Stored data entries
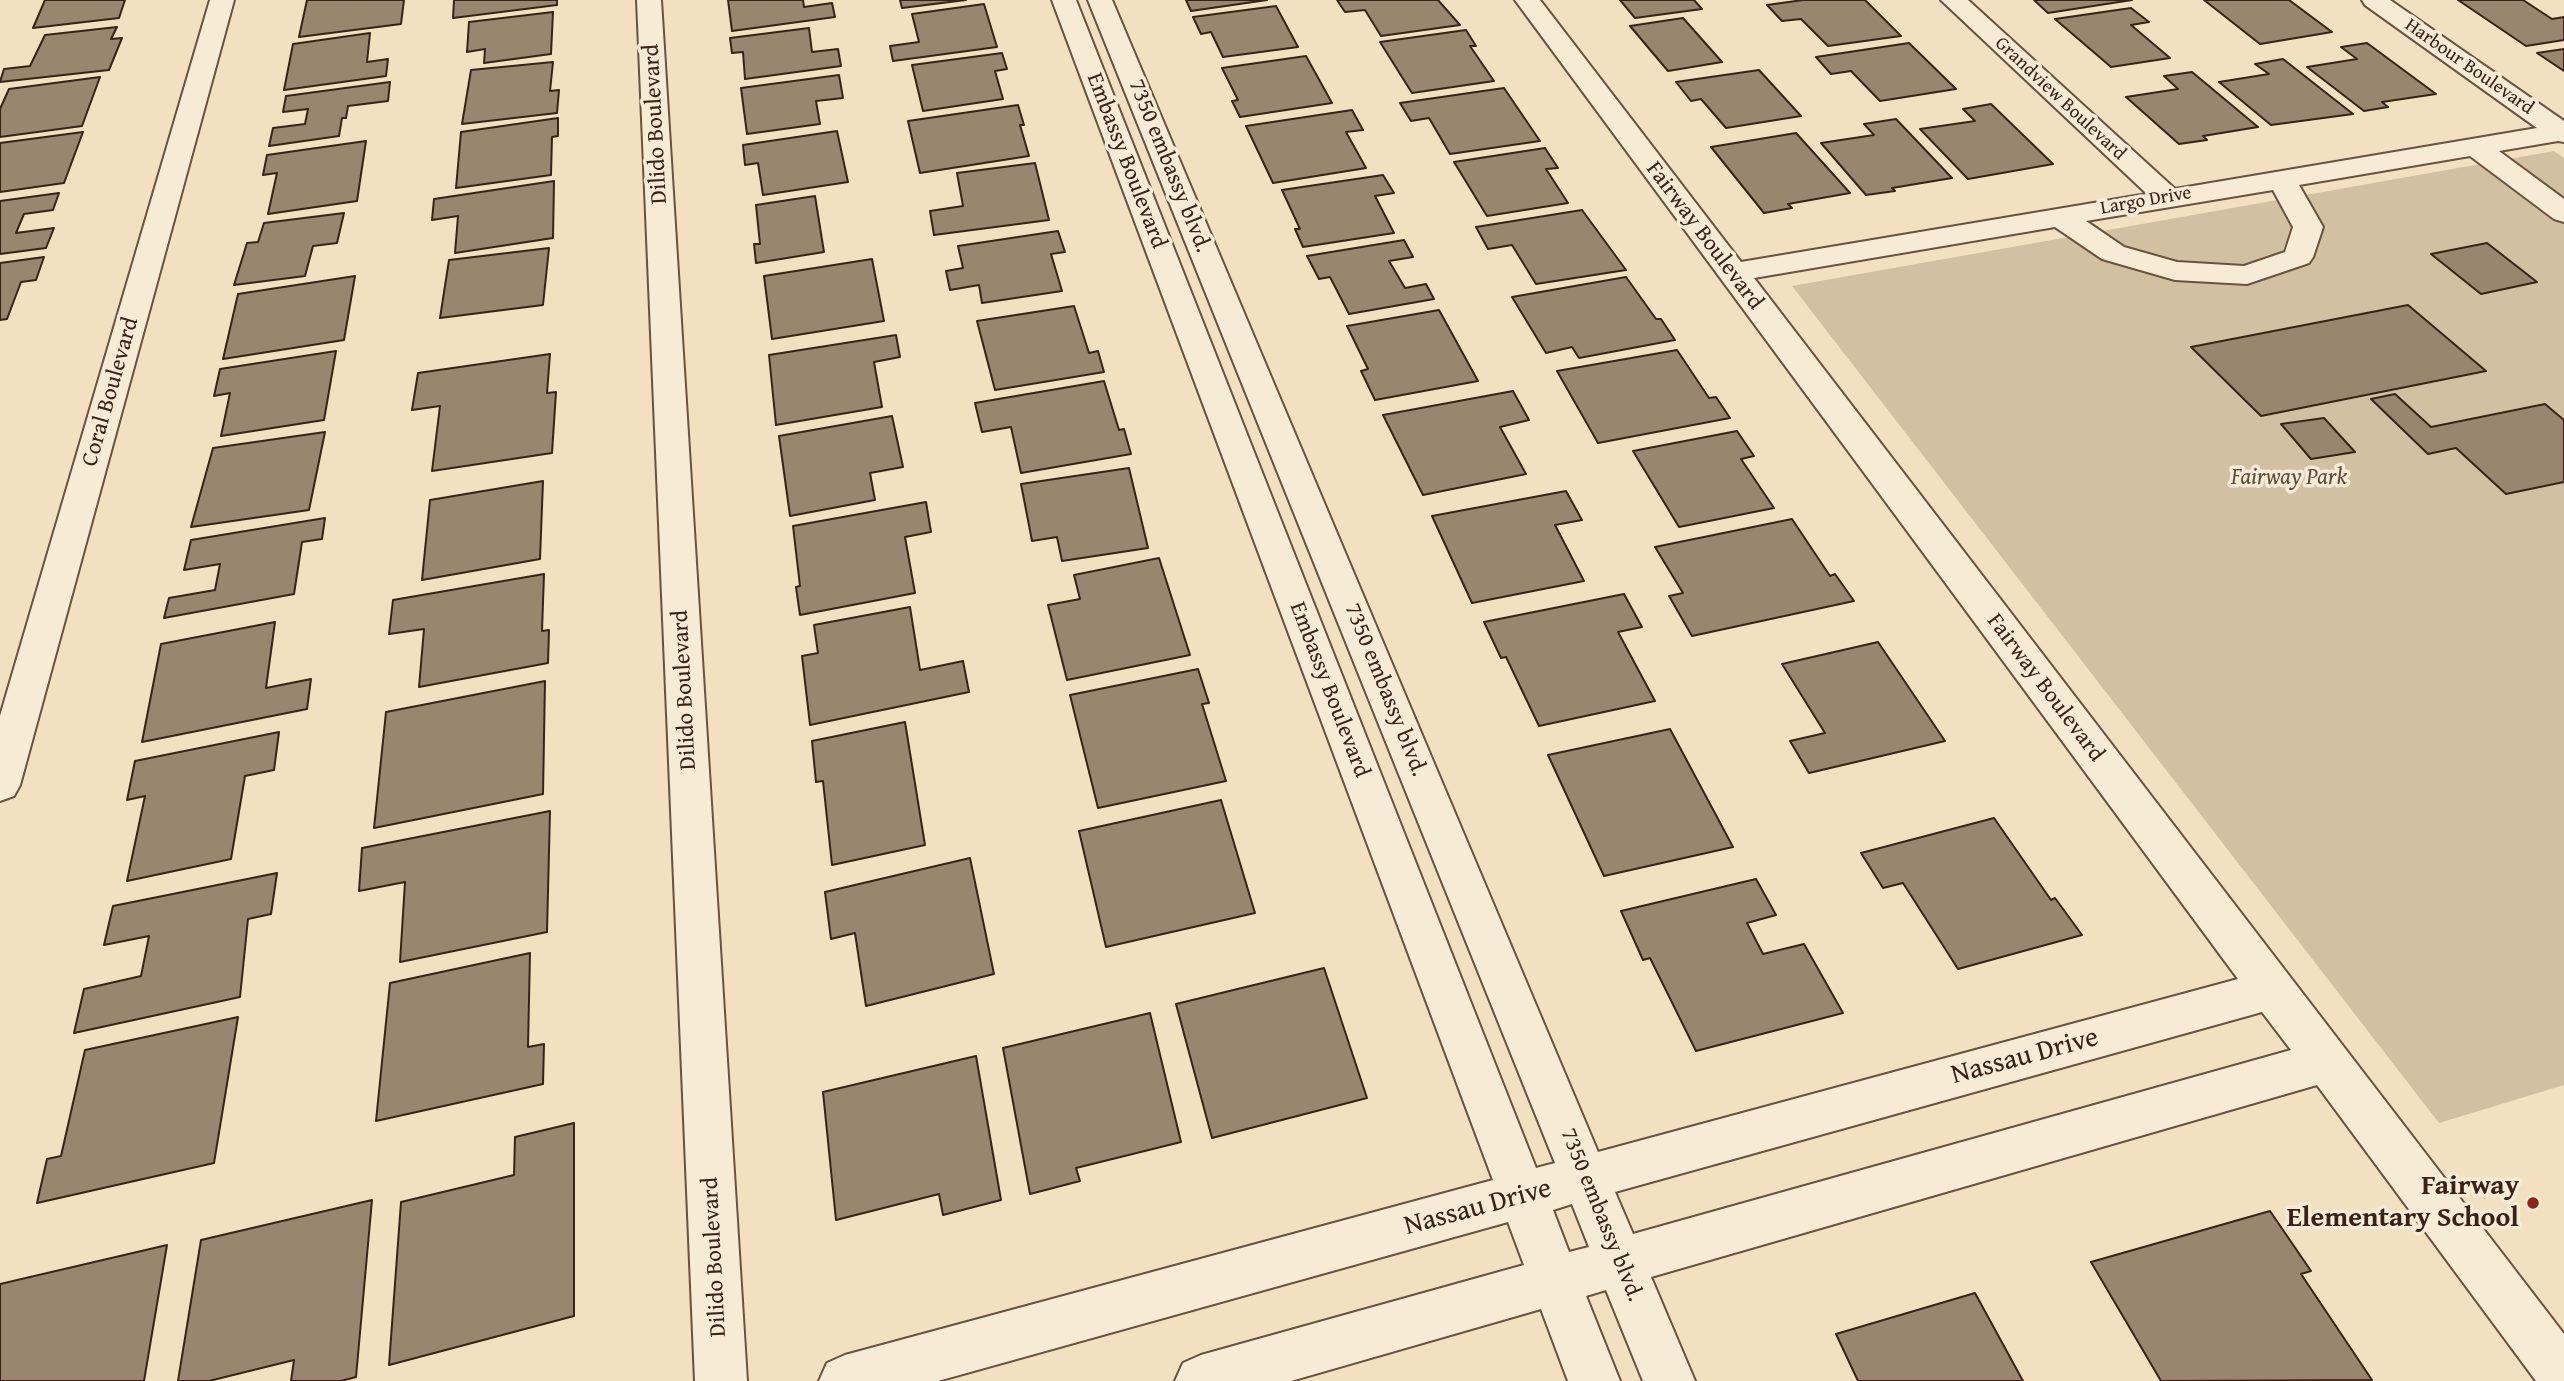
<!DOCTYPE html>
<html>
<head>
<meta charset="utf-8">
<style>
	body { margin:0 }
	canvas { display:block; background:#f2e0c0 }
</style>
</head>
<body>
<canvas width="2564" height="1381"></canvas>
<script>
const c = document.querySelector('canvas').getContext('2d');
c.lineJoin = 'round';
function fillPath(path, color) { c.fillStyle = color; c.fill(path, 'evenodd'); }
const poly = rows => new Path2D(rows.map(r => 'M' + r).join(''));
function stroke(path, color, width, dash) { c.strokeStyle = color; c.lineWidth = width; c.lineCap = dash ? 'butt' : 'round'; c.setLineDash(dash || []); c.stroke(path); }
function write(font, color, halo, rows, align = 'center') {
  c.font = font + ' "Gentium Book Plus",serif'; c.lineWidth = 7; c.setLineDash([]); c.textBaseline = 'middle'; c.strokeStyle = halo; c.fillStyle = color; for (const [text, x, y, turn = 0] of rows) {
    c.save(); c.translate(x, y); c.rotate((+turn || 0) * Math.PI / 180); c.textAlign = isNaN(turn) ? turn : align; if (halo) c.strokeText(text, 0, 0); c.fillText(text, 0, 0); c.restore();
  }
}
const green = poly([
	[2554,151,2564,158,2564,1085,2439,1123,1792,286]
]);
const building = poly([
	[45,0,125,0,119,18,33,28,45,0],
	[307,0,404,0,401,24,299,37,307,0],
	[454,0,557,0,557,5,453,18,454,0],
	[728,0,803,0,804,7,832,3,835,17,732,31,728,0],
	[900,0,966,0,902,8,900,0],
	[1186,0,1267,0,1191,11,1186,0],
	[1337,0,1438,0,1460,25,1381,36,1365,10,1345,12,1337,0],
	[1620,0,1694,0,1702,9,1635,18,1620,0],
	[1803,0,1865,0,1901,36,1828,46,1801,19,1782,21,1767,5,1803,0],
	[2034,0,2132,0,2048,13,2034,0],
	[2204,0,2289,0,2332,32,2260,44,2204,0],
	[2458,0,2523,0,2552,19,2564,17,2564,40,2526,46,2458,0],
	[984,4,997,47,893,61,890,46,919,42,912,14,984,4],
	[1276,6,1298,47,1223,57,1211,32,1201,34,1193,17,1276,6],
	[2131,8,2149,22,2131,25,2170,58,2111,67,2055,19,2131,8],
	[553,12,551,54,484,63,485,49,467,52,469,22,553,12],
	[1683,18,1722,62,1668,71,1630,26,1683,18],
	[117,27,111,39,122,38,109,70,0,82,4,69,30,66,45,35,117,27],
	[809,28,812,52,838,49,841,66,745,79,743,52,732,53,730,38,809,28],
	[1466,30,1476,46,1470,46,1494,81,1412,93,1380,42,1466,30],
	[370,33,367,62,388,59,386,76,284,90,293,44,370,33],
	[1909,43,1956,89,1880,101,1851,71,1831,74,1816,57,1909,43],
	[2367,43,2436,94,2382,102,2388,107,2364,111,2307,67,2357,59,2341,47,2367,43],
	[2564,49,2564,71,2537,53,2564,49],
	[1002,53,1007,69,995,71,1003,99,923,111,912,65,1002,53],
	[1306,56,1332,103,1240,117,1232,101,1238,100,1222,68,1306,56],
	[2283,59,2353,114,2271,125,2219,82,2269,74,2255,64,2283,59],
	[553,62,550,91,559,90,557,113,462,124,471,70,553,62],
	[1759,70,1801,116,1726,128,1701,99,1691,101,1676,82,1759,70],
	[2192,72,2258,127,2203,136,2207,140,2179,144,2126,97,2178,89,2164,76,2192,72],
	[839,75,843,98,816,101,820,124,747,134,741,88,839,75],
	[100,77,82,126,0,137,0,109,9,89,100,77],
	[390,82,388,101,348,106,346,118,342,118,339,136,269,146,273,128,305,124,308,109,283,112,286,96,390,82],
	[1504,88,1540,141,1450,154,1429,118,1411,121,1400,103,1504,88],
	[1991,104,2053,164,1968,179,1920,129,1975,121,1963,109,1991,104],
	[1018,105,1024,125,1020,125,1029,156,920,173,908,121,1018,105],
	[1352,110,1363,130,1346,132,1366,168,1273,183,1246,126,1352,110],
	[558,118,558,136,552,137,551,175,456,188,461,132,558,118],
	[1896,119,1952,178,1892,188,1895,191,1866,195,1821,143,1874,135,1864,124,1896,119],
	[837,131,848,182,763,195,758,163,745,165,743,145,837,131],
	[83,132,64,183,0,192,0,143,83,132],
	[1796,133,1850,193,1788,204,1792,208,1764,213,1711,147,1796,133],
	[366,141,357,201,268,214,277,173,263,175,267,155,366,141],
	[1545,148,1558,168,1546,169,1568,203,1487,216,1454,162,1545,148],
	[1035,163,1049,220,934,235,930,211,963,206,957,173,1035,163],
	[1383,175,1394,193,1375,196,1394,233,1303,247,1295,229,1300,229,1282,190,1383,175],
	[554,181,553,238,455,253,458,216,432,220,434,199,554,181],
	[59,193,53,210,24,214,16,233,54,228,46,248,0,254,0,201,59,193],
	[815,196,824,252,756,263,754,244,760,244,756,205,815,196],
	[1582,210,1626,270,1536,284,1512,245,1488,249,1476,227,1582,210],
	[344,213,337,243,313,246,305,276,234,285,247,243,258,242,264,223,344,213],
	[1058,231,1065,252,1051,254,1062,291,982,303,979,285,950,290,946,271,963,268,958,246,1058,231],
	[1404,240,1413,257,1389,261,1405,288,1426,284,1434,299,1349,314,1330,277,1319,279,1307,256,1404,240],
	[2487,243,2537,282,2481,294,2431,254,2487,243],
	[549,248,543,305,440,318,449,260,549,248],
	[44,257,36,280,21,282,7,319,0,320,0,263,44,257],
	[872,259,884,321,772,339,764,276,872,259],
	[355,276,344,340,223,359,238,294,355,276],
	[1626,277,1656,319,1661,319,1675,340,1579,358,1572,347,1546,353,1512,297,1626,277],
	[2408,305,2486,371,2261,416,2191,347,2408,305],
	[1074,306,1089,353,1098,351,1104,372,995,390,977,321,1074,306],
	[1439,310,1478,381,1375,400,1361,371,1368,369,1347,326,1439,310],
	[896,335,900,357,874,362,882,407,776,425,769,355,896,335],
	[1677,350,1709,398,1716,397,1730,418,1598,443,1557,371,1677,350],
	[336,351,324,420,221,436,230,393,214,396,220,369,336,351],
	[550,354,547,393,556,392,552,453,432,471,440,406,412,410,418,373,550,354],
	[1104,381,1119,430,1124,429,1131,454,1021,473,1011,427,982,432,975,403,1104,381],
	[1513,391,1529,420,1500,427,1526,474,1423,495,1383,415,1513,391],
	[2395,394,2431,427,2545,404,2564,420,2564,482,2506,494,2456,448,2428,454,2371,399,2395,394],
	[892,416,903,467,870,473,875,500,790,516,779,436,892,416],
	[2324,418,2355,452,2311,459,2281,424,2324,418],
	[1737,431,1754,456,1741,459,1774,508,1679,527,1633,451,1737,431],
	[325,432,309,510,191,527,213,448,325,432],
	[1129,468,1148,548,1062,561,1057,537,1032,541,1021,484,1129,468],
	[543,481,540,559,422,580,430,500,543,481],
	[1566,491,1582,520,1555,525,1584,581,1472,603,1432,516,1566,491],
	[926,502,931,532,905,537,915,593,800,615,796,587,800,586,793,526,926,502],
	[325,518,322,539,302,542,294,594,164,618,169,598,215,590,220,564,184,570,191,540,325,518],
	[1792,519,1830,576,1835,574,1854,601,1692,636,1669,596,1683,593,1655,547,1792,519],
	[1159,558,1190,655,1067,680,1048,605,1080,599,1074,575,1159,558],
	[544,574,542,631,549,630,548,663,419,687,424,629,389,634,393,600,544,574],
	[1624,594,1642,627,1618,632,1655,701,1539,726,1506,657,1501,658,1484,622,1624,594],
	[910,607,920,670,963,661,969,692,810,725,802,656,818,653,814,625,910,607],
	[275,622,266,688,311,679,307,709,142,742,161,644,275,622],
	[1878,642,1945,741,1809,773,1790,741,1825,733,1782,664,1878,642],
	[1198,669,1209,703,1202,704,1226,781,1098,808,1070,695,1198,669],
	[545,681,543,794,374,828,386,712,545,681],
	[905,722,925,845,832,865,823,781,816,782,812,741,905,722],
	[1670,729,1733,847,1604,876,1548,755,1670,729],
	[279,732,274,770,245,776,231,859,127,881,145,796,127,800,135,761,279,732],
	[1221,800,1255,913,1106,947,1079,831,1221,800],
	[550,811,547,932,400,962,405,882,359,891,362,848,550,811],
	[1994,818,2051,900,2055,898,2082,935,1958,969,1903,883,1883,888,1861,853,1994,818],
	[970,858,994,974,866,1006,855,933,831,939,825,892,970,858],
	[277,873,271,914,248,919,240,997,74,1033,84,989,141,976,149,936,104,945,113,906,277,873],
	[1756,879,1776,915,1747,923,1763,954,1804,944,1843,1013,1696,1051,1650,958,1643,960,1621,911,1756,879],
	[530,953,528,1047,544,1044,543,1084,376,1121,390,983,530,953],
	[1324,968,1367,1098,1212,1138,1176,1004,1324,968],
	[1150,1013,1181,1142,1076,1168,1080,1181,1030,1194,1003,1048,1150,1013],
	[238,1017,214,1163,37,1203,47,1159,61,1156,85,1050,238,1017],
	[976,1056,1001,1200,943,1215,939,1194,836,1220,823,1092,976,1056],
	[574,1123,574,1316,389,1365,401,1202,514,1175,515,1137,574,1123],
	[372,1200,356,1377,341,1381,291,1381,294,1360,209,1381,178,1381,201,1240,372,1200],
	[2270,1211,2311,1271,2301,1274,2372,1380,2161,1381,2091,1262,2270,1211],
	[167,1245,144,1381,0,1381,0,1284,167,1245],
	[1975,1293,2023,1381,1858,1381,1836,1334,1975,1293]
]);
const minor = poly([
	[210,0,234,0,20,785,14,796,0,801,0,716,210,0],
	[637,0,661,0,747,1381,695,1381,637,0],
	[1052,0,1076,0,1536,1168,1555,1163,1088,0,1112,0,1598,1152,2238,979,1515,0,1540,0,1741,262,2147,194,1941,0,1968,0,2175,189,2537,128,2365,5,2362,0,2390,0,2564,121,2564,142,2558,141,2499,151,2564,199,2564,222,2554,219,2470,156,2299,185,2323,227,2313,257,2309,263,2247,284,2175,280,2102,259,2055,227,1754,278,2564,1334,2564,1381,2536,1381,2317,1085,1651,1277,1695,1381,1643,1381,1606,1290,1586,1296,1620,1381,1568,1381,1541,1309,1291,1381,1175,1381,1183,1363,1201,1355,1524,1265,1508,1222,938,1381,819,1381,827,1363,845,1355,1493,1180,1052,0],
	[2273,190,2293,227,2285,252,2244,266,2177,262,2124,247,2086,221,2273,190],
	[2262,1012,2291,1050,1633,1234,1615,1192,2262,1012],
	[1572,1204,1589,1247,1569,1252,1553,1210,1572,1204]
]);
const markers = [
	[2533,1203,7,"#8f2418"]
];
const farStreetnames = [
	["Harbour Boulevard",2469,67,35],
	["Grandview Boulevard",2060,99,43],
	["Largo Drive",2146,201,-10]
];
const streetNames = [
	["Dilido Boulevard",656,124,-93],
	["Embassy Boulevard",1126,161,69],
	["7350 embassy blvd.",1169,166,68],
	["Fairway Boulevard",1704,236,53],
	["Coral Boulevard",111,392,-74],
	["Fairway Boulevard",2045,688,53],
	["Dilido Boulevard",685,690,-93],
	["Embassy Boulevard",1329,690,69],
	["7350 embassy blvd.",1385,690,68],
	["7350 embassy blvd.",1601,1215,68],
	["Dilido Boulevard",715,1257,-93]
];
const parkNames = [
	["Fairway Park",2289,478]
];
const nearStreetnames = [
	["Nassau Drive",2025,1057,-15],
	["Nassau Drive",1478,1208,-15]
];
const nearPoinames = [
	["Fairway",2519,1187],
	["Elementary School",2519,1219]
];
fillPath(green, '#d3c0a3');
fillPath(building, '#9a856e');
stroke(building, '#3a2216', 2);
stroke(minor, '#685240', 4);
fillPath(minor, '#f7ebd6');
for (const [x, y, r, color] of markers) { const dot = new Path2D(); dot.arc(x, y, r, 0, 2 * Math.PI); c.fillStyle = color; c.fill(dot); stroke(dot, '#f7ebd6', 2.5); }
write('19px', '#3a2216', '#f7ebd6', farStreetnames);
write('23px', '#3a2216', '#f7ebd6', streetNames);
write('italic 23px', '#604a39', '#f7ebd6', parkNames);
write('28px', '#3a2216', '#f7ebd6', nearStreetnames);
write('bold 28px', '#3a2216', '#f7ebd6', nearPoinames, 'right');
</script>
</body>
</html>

# TASK BRIEF
Please report all lines in the entries where "rows" appears.

# TASK SOLUTION
const poly = rows => new Path2D(rows.map(r => 'M' + r).join(''));
function write(font, color, halo, rows, align = 'center') {
  c.font = font + ' "Gentium Book Plus",serif'; c.lineWidth = 7; c.setLineDash([]); c.textBaseline = 'middle'; c.strokeStyle = halo; c.fillStyle = color; for (const [text, x, y, turn = 0] of rows) {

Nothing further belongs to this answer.